- [Dataset entries]:
=== Section Start ===

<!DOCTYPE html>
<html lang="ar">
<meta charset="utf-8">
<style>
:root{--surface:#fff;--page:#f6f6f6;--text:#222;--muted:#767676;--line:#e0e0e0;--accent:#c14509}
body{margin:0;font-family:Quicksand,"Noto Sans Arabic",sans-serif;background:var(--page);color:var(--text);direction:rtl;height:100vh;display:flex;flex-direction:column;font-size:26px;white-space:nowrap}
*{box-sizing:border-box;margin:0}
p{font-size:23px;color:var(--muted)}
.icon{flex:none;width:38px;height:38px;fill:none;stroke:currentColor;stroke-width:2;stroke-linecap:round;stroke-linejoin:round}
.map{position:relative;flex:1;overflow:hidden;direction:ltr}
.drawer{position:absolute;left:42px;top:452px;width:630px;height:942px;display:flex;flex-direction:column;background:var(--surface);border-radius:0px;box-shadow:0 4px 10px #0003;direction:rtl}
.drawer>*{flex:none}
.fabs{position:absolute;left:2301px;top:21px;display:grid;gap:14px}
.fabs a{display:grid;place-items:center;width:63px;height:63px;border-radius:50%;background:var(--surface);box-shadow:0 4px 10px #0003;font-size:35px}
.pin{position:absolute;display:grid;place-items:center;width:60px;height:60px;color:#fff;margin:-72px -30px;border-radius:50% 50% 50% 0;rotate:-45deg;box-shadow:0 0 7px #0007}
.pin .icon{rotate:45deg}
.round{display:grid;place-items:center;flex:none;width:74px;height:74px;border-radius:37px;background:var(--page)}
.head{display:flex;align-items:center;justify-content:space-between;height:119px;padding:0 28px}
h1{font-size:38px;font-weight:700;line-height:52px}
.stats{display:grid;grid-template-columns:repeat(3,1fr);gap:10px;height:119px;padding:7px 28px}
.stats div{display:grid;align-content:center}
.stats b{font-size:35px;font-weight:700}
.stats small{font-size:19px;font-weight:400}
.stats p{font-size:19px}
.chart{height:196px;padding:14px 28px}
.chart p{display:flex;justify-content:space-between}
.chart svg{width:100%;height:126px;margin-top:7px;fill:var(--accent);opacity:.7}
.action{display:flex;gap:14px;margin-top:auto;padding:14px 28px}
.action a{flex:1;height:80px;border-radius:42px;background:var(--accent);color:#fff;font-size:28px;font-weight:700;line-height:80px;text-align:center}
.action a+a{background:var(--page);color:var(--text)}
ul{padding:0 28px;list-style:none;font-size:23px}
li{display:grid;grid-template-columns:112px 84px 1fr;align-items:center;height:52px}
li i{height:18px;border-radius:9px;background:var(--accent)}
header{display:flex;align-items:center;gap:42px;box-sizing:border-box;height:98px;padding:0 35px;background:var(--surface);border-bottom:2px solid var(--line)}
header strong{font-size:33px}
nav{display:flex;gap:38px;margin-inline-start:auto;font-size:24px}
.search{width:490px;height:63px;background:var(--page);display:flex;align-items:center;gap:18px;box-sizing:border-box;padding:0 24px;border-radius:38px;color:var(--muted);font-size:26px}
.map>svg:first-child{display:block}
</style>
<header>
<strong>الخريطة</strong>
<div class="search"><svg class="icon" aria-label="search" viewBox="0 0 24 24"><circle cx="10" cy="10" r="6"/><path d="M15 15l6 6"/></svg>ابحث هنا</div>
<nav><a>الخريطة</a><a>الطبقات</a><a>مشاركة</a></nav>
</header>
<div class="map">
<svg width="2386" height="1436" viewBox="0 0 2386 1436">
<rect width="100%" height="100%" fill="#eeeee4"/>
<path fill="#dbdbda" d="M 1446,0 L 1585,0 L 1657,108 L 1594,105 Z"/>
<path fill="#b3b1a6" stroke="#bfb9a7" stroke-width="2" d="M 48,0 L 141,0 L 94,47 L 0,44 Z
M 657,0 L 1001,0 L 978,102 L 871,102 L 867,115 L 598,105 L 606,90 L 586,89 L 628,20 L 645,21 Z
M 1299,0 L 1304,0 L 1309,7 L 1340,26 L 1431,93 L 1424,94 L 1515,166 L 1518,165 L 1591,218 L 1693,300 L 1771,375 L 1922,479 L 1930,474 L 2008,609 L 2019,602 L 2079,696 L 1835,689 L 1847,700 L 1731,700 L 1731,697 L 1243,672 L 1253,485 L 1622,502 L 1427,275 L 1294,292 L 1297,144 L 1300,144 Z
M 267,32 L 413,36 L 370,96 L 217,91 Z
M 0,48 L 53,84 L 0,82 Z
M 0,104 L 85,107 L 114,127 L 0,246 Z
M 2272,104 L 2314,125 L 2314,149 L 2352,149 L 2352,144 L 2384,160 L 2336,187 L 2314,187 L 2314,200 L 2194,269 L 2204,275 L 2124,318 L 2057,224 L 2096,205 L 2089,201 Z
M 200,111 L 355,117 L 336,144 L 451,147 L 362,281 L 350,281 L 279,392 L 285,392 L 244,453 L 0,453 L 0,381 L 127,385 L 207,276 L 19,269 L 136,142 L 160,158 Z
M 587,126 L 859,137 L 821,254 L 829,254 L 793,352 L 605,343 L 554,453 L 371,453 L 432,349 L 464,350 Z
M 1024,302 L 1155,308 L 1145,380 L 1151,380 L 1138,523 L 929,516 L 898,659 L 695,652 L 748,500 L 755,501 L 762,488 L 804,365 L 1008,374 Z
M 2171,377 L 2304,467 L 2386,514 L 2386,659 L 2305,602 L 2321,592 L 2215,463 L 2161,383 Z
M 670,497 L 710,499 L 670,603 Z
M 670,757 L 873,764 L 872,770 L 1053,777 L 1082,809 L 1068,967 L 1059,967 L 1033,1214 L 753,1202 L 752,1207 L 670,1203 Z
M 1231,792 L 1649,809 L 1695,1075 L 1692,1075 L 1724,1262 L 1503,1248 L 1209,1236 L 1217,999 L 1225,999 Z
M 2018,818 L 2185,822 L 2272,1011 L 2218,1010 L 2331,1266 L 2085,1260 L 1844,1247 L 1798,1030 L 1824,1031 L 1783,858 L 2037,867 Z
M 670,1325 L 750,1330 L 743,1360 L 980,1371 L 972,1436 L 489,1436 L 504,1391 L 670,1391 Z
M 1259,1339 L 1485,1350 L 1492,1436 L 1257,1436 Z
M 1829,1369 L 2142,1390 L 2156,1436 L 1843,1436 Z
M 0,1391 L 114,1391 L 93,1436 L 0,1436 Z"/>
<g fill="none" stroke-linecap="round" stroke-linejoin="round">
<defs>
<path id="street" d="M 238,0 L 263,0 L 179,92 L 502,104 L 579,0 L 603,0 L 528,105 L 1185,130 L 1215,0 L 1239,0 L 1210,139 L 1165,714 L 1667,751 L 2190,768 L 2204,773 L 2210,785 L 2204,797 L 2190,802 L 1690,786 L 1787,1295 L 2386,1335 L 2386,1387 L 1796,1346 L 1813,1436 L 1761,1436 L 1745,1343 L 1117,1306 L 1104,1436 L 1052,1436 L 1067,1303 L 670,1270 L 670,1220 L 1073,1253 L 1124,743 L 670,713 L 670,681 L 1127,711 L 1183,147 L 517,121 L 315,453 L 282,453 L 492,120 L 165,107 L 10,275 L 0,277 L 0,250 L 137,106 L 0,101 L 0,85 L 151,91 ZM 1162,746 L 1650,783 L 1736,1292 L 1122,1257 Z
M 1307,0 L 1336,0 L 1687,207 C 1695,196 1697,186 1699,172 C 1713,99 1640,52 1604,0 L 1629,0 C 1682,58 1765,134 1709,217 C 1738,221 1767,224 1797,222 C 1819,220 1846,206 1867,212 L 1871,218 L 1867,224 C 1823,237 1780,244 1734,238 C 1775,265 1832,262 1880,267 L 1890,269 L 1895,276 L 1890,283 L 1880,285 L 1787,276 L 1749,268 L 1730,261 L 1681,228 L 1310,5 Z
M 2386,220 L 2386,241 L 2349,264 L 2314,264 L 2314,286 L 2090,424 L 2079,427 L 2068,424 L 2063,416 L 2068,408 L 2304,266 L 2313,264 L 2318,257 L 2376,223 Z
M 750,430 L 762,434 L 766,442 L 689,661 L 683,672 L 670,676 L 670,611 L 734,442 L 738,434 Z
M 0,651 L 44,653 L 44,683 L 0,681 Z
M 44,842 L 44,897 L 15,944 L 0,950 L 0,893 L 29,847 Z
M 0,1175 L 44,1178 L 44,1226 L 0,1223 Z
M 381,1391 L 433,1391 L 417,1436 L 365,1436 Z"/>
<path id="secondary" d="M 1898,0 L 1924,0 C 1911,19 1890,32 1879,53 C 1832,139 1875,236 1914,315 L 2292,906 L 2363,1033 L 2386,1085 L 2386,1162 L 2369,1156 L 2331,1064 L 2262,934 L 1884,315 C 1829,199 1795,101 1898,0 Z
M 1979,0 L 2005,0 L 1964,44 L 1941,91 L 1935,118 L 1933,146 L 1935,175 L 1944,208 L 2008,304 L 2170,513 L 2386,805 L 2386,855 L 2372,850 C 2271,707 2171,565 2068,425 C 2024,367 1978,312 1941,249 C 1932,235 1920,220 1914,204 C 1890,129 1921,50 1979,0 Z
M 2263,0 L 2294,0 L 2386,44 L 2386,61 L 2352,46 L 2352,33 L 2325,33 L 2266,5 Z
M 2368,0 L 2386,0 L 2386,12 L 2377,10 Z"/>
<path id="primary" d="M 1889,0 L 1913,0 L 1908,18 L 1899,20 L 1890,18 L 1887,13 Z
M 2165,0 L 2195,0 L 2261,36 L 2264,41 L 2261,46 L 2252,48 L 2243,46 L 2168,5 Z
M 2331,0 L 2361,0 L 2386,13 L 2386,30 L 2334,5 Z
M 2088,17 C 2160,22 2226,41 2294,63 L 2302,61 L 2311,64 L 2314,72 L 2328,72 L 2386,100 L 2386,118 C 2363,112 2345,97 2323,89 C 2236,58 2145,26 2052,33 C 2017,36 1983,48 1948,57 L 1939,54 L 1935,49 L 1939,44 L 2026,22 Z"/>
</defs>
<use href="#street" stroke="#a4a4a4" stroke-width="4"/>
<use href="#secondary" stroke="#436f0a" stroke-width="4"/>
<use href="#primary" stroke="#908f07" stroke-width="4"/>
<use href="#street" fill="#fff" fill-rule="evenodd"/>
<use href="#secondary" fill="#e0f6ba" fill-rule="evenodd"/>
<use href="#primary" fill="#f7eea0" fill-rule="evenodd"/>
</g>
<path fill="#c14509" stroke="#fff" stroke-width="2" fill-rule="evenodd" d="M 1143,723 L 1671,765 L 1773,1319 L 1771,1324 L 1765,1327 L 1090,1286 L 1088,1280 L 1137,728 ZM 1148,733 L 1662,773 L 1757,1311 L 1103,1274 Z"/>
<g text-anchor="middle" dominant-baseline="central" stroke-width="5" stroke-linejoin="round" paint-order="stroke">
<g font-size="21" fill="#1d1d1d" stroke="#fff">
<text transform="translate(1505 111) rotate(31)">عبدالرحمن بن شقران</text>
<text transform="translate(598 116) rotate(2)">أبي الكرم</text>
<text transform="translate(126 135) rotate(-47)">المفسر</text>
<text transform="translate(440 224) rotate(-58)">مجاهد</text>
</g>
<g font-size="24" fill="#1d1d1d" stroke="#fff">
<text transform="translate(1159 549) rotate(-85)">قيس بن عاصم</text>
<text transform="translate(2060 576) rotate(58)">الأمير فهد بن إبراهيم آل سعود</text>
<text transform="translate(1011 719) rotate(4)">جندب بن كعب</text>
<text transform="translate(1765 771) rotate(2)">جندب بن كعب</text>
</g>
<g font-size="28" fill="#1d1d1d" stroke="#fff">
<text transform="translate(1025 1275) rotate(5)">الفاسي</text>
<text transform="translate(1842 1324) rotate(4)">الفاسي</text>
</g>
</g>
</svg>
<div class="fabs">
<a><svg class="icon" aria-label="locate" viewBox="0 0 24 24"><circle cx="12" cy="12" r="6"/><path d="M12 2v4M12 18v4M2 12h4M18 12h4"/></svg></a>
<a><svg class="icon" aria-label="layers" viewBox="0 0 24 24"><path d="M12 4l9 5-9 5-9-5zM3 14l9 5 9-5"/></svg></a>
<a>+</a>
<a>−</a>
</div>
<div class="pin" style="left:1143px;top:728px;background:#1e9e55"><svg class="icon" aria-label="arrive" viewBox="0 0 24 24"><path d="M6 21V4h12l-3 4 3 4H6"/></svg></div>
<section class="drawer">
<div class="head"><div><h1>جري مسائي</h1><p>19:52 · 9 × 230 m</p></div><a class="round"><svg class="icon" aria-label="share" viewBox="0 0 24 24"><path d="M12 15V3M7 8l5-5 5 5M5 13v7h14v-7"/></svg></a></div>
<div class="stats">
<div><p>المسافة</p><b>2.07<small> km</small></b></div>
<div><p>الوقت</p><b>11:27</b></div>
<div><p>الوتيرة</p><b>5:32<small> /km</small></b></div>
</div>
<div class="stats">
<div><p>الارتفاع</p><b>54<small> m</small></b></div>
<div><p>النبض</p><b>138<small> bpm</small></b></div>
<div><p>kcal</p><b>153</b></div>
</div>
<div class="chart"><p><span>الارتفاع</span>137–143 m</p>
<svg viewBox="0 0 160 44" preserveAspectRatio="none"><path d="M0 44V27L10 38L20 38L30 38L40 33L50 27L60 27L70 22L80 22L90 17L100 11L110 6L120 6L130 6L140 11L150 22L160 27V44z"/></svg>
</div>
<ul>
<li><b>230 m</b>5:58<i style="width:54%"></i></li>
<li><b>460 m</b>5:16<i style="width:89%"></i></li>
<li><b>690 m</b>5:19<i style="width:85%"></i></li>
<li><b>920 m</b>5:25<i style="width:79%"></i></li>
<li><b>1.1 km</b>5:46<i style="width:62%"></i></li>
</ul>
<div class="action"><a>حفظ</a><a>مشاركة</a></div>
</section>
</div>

=== Section End ===

- [AIM OF THE EXERCISE]: Look through the data above for the string "الارتفاع" and copy every line where it appears.

- [YOUR RESPONSE]:
<div><p>الارتفاع</p><b>54<small> m</small></b></div>
<div class="chart"><p><span>الارتفاع</span>137–143 m</p>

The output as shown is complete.